■ About this task
Wherever the string "home" occurs in a line of these records, report that line.
━━━ Dataset entries
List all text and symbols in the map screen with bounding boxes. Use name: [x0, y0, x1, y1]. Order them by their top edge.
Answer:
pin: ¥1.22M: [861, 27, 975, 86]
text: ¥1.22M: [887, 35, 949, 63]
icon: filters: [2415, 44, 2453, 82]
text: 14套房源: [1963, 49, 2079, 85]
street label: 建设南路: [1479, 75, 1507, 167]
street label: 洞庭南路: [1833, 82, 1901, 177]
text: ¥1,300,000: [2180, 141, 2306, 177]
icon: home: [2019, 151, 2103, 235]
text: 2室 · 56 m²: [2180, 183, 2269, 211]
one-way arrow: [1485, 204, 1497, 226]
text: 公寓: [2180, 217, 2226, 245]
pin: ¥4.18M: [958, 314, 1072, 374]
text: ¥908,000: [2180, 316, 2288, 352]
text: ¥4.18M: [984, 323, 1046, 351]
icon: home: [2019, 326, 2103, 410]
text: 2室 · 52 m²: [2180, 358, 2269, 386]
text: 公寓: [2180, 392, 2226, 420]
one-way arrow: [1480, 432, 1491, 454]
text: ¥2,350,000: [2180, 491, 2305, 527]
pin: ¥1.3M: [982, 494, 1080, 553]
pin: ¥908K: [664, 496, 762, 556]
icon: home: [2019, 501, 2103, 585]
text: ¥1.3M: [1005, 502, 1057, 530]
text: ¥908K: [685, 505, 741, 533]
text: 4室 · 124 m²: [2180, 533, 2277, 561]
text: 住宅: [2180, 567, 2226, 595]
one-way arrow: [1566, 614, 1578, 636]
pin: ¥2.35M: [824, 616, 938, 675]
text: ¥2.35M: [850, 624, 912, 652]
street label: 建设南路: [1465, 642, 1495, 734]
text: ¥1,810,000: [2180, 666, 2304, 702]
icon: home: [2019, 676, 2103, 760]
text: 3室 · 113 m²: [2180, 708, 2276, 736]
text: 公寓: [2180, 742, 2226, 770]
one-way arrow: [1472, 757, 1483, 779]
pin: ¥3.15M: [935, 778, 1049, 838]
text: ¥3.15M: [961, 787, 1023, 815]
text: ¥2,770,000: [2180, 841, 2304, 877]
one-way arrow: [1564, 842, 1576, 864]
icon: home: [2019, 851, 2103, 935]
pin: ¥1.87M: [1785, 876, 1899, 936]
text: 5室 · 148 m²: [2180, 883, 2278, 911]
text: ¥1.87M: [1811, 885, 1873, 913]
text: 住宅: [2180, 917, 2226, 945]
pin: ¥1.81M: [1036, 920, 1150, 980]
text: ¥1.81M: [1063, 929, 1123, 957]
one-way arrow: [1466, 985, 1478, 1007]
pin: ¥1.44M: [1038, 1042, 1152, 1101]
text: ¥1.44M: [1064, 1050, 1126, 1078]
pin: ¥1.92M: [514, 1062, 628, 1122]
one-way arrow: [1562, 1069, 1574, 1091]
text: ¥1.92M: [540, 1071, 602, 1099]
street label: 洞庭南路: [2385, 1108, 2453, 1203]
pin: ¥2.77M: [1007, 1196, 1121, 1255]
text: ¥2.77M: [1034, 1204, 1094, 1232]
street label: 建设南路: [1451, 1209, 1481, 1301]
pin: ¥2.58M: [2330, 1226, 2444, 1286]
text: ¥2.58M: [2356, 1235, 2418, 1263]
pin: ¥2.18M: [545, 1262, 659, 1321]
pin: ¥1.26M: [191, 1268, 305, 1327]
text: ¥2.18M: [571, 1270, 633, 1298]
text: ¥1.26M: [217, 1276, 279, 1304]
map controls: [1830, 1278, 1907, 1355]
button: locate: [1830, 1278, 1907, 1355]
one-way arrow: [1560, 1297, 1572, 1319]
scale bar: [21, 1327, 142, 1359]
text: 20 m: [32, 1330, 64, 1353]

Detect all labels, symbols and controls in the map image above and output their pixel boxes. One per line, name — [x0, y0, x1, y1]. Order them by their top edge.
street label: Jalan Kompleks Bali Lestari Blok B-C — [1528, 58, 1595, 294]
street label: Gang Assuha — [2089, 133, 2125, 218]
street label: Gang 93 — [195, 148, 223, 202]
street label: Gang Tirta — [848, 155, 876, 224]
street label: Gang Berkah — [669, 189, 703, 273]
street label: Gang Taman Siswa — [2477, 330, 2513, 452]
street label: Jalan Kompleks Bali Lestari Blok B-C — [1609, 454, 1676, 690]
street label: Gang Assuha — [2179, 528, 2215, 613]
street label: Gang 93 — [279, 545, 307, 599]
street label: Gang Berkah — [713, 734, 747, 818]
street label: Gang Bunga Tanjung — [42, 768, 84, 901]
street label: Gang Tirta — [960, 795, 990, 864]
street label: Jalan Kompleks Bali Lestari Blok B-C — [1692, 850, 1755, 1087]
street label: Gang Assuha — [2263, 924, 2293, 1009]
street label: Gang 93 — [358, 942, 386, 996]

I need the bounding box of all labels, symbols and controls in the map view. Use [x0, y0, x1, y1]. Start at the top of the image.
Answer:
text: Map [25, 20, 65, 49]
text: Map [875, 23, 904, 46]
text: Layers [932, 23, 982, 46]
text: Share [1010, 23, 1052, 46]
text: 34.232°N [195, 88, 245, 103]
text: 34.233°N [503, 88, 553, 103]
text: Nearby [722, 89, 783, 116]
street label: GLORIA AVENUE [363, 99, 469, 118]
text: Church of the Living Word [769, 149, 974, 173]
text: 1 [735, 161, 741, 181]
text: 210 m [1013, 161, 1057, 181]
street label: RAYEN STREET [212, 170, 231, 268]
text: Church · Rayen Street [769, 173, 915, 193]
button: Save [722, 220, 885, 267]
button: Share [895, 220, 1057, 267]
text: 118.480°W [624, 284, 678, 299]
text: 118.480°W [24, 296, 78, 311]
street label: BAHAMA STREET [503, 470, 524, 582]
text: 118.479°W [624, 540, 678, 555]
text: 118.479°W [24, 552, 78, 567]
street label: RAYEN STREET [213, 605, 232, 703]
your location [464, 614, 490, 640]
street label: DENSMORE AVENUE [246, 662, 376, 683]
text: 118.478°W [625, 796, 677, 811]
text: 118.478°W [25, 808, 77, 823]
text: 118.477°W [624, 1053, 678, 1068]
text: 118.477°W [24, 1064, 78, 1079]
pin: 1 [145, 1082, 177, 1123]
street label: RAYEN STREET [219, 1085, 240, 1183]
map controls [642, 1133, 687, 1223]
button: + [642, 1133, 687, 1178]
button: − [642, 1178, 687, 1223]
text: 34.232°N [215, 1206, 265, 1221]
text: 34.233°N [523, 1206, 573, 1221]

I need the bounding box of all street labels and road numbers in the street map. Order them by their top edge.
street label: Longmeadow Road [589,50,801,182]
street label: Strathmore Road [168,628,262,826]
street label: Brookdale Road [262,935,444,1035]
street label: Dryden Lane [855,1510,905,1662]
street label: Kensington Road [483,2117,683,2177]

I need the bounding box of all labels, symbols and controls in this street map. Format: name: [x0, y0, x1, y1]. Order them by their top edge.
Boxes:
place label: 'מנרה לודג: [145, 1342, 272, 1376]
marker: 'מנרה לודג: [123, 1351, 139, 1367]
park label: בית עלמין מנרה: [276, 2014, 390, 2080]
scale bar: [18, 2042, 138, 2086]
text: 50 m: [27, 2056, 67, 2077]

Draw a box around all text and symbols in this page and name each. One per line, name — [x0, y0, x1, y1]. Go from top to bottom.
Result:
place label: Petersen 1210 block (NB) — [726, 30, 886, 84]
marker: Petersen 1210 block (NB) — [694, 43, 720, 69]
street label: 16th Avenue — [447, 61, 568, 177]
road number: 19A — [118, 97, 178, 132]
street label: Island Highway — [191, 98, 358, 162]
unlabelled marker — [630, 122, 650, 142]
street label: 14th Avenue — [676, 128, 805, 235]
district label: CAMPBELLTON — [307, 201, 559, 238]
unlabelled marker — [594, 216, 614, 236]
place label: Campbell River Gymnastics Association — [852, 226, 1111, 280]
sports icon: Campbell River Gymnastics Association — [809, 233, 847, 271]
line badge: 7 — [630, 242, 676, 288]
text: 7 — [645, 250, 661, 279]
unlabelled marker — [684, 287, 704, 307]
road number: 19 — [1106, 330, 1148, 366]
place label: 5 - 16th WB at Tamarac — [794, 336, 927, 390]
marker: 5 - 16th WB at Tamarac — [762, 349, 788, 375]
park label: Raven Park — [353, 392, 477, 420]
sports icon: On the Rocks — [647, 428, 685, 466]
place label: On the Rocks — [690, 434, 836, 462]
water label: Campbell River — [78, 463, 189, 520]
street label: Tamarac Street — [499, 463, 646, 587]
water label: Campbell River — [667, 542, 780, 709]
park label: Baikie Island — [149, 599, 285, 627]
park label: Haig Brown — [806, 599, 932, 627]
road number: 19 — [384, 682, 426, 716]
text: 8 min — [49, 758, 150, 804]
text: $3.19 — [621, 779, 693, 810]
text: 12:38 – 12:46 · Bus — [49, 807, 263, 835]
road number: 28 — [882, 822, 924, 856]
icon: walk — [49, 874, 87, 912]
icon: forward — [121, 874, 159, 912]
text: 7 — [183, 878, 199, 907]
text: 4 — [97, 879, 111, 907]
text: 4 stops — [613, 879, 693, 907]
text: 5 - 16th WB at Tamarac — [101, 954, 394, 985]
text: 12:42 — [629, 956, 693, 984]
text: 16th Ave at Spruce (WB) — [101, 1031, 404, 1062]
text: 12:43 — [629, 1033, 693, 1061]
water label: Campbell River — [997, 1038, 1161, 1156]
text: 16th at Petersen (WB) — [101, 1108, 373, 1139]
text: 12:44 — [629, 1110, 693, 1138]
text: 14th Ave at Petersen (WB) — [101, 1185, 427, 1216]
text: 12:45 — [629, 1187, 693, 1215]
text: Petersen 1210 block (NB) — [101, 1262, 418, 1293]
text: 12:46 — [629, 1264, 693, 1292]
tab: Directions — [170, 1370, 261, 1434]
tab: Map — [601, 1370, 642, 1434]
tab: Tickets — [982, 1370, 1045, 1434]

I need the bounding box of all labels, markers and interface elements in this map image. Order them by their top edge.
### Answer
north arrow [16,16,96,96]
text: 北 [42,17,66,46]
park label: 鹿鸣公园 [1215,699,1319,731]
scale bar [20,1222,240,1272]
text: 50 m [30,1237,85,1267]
━━━━━━
■ Output of the exercise
icon: home: [2019, 151, 2103, 235]
icon: home: [2019, 326, 2103, 410]
icon: home: [2019, 501, 2103, 585]
icon: home: [2019, 676, 2103, 760]
icon: home: [2019, 851, 2103, 935]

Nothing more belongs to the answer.